# Вопросы-ответы > Психологические консультации >  Что значит этот кошмарный сон. Я попаду в ад?

## Екатерина Мирная

Харе Кришна. Мне приснился сон, в котором я стала блудницей, и соблазнила Бога. У нас был половой акт (как это называется в ИСККОН, незаконный секс), и я родила Ему ребенка... Но мы не были женаты, и у Него другие жены, гопи.

Скажите, это грех? Я за это попаду в ад?

Спасибо

P.S. Я сама в шоке

----------


## Ананда Радхика дд (RNS)

Харе Кришна, дорогая Екатерина. 
Примите мои поклоны.
Хочу принести извинения, что Вы так долго ожидали ответа. Нам понадобилось какое-то время, что бы найти замену Вирочане прабху. В связи с его большой загруженностью, теперь этим служением буду заниматься я.
Если это еще актуально, я постараюсь ответить на Ваш вопрос.

И для начала, я хотела бы поблагодарить Вас за доверие и Вашу искренность. Чувствую, что для Вас этот вопрос очень важен. Чтож.. предлагаю нам вместе найти ответ на него!  :smilies: 

Для начала, давайте посмотрим, что об этом говорит сам Шрила Прабхупада.
Сатсварупа Дас Госвами в своей книге «Нектар Прабхупады» упоминает беседу Хари Шаури прабху и Шрилы Прабхупада, в которой Шрила Прабхупада говорит, что «сны - это впечатления, накапливающиеся в уме, они также могут исходить из прошлых жизней. Он сказал, что, хотя вещи во сне кажутся реальными, сны сами по себе иллюзорны». То есть Шрила Прабхупада говорил, что в основном сон это бессмыслица.

Иногда, конечно, Господь являя лилу, может являться к преданным во сне.

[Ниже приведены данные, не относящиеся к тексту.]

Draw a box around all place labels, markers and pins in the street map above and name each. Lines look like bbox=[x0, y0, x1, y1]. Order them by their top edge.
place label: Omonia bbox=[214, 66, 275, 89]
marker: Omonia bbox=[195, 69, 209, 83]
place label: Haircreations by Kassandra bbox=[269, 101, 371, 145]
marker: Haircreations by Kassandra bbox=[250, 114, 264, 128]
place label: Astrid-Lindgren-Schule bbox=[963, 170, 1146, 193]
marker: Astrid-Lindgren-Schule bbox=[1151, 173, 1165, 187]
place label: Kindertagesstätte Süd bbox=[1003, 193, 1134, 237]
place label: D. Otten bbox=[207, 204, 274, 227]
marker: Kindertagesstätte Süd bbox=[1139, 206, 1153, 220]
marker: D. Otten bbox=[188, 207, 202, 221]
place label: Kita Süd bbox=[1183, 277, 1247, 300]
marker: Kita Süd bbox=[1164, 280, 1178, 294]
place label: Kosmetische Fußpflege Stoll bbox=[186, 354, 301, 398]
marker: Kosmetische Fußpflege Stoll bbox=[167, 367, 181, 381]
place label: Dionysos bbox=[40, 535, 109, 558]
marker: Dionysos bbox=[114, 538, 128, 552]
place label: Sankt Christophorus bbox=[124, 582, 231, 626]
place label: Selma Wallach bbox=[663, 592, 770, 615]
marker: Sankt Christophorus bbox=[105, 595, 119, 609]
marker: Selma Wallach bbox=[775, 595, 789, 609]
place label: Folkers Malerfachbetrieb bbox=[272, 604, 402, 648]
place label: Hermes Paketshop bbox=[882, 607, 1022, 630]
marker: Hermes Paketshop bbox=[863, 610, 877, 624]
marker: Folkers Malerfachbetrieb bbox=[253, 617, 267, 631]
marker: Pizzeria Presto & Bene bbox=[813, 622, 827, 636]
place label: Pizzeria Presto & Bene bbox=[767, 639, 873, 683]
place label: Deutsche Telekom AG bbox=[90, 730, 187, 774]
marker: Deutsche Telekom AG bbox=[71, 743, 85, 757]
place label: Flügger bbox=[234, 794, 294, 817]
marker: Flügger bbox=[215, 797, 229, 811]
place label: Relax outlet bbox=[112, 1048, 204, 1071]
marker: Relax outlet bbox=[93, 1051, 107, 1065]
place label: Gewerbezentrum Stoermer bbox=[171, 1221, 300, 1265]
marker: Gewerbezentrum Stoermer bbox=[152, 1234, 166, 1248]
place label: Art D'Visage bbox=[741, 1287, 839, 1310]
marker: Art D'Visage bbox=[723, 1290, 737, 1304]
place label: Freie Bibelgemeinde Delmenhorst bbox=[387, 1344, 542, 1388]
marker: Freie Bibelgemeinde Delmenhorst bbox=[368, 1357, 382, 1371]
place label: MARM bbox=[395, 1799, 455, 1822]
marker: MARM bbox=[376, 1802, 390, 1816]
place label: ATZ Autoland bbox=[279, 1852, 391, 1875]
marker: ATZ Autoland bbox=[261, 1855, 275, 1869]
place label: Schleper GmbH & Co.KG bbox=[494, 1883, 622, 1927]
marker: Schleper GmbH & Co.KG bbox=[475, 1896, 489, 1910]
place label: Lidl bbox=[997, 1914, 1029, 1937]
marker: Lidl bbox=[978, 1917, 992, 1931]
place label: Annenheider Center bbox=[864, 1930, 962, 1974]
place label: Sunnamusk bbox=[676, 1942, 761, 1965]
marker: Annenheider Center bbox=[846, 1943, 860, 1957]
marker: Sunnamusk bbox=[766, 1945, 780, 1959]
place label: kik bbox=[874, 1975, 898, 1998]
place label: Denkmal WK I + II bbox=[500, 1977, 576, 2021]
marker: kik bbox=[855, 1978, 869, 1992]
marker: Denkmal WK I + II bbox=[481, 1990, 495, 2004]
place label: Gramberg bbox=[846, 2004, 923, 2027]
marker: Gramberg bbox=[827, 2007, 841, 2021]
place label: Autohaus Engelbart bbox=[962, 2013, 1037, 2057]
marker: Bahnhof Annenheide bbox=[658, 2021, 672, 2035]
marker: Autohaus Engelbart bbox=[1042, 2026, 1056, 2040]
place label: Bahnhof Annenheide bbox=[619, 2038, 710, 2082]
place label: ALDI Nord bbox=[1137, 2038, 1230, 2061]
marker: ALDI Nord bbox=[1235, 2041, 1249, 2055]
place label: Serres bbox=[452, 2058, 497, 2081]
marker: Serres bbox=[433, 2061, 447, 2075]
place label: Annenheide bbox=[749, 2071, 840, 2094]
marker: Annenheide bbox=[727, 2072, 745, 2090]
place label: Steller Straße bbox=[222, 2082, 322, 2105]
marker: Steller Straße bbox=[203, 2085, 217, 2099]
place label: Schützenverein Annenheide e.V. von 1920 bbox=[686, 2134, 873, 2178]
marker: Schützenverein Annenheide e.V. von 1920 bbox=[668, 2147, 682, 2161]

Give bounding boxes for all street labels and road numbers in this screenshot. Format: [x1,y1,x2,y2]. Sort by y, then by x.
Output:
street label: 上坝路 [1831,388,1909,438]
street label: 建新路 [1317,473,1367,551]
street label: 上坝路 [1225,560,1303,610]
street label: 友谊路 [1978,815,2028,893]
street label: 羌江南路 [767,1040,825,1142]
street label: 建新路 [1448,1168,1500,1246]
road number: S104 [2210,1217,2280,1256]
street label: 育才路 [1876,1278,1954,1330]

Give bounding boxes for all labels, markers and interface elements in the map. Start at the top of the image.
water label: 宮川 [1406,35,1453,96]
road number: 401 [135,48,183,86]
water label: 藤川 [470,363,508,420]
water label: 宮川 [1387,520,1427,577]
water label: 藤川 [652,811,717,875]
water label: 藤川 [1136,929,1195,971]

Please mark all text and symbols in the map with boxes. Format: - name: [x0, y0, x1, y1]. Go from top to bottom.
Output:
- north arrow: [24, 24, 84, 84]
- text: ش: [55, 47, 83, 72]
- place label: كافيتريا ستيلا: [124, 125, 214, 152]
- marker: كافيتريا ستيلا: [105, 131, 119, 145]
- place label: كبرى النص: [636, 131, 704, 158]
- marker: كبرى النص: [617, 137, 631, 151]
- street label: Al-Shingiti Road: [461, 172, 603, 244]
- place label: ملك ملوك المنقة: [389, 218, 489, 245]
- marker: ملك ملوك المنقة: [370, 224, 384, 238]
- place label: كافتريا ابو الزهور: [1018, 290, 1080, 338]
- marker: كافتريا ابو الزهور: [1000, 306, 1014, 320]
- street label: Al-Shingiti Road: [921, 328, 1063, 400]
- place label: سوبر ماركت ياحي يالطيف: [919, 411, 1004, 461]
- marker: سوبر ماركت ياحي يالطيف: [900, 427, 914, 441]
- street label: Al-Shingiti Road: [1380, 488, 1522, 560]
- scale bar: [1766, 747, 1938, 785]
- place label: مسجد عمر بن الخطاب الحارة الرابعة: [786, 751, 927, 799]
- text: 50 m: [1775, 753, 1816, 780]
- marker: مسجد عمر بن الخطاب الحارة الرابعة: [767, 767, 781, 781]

Есть такие примеры в жизни наших ачарьев и других возвышенных преданных, но Шрила Прабхупада и наши Духовные Учителя говорят, что мы не должны воспринимать сны серьезно и опираться на них в нашей духовной практике.

Наша задача просто продолжать следовать нашим обетам.

Это первый момент.

Второе.. Вы говорили, что этот сон это, возможно, грех, за который придётся страдать. Что ж, тогда я хотела бы сказать, что мы порой даже не представляем, сколько уже грехов совершили в этой и прошлой жизнях. Но тот факт, что Вы произносите имя Кришны (а Вы написали Его имя в своем письме), означает, что Господь взял Вас под личную опеку, и Вы по Его милости уже «встали под душ», а значит рано или поздно будете чисты.

Есть история про охотника Мригари и Нараду Муни. Этот охотник был настолько жестоким, что его уж точно ждал ад. Увидев его Нарада Муни почувствовал сострадание, и рассказал охотнику о том, что ожидает его за все его зверства. Испуганный Мригари взмолился о помощи. И тогда Нарада Муни дал ему Святое Имя Господа, сказав, что охотник так сможет очиститься. Но, Мригари был настолько падшим, что НЕ МОГ даже раз произнести Имя Бога. В итоге, Нарада Муни нашел выход и попросил Мригари повторять имя Смерти: МА-РА.. МА-РА-МА-РА.. охотник даже не заметил как стал повторять имя РАМА.  Он полностью очистился и стал великим святым и преданным.

Представляете?
Он не мог вначале даже имя произнести. А Вы можете! Это означает, что и у вас тем более есть шанс. Не важно, что было в прошлом. Во сне или реальности.

Поэтому, если Вы продолжите искренне свою духовную практику, если будете верить в процесс, то никакие прошлые грехи  (во снах или реальности) не сумеют препятствовать Вам на пути к Вашей цели.
Надеюсь, я сумела ответить на Ваш вопрос. 
Буду благодарна, если  Вы откликнетесь, и скажете, было ли что-то ценным для Вас из того, что я написала.

С наилучшими пожеланиями,
Ваша слуга,
Ананда Радхика дд

----------